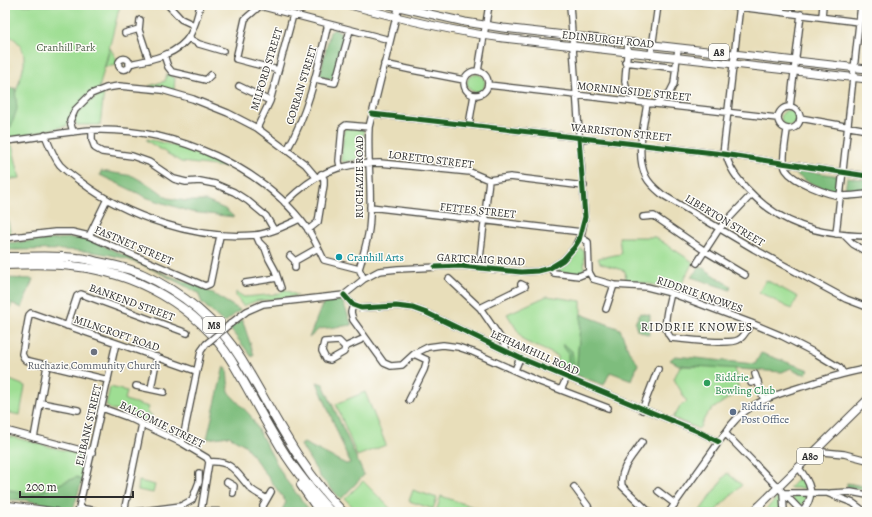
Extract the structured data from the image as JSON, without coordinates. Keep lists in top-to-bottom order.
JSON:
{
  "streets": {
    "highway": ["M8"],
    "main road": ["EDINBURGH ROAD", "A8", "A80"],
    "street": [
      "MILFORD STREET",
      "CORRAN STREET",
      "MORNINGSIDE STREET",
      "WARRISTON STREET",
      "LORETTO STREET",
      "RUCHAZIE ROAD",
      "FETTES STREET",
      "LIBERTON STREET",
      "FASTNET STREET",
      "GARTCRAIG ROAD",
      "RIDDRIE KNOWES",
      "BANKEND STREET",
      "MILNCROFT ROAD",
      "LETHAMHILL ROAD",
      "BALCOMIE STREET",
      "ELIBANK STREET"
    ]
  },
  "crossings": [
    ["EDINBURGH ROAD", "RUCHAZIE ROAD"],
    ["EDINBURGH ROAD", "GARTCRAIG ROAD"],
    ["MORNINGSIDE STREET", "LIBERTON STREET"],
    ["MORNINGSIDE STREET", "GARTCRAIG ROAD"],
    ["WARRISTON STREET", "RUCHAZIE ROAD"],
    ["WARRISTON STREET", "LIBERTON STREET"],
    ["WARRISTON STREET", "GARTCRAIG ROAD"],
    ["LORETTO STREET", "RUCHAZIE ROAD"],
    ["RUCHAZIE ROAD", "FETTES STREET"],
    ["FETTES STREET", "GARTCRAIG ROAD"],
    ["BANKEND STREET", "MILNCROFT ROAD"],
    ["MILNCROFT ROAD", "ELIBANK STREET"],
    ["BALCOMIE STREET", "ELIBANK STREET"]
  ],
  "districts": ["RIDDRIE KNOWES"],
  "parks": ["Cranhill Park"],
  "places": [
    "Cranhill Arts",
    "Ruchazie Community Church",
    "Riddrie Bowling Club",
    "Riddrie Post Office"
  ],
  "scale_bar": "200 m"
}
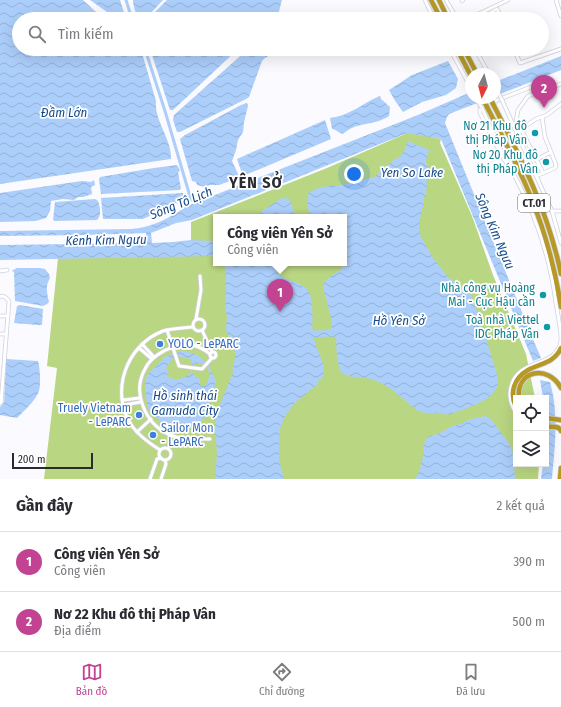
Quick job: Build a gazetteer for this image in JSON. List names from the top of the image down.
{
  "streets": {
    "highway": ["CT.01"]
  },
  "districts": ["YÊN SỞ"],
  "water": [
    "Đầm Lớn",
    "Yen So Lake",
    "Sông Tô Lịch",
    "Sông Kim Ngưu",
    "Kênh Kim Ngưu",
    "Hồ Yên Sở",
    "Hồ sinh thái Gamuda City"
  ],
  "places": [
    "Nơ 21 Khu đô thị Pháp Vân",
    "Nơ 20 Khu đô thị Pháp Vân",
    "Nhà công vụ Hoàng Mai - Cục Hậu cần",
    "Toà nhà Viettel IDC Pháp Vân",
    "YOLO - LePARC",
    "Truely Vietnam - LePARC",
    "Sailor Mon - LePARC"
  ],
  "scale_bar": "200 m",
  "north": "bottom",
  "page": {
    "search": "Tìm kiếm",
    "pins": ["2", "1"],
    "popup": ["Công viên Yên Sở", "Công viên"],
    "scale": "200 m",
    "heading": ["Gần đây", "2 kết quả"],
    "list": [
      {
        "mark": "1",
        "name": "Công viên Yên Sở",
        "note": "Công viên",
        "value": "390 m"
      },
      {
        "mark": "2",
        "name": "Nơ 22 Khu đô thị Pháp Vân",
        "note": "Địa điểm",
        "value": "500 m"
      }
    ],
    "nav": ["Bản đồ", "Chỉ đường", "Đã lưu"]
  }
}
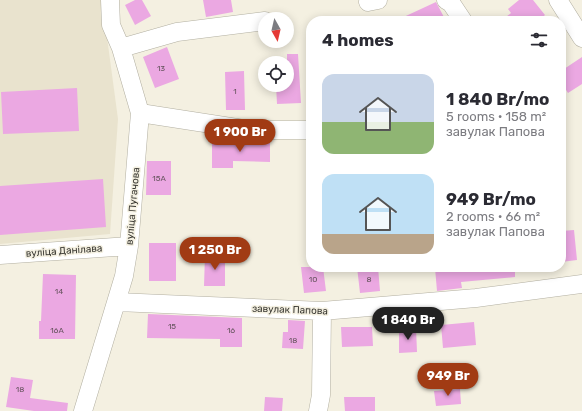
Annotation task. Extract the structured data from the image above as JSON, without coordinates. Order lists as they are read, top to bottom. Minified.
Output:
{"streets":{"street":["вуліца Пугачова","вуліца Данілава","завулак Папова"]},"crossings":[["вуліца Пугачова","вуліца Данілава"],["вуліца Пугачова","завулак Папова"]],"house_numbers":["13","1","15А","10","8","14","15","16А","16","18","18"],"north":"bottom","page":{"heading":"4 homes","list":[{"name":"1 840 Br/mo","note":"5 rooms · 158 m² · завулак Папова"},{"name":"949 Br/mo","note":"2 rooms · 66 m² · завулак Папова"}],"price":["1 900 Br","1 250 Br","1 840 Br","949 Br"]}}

* _Exercise requirements_
Select all lines in the listing above where the word "LePARC" appears, and show them.

* _Solution_
    "YOLO - LePARC",
    "Truely Vietnam - LePARC",
    "Sailor Mon - LePARC"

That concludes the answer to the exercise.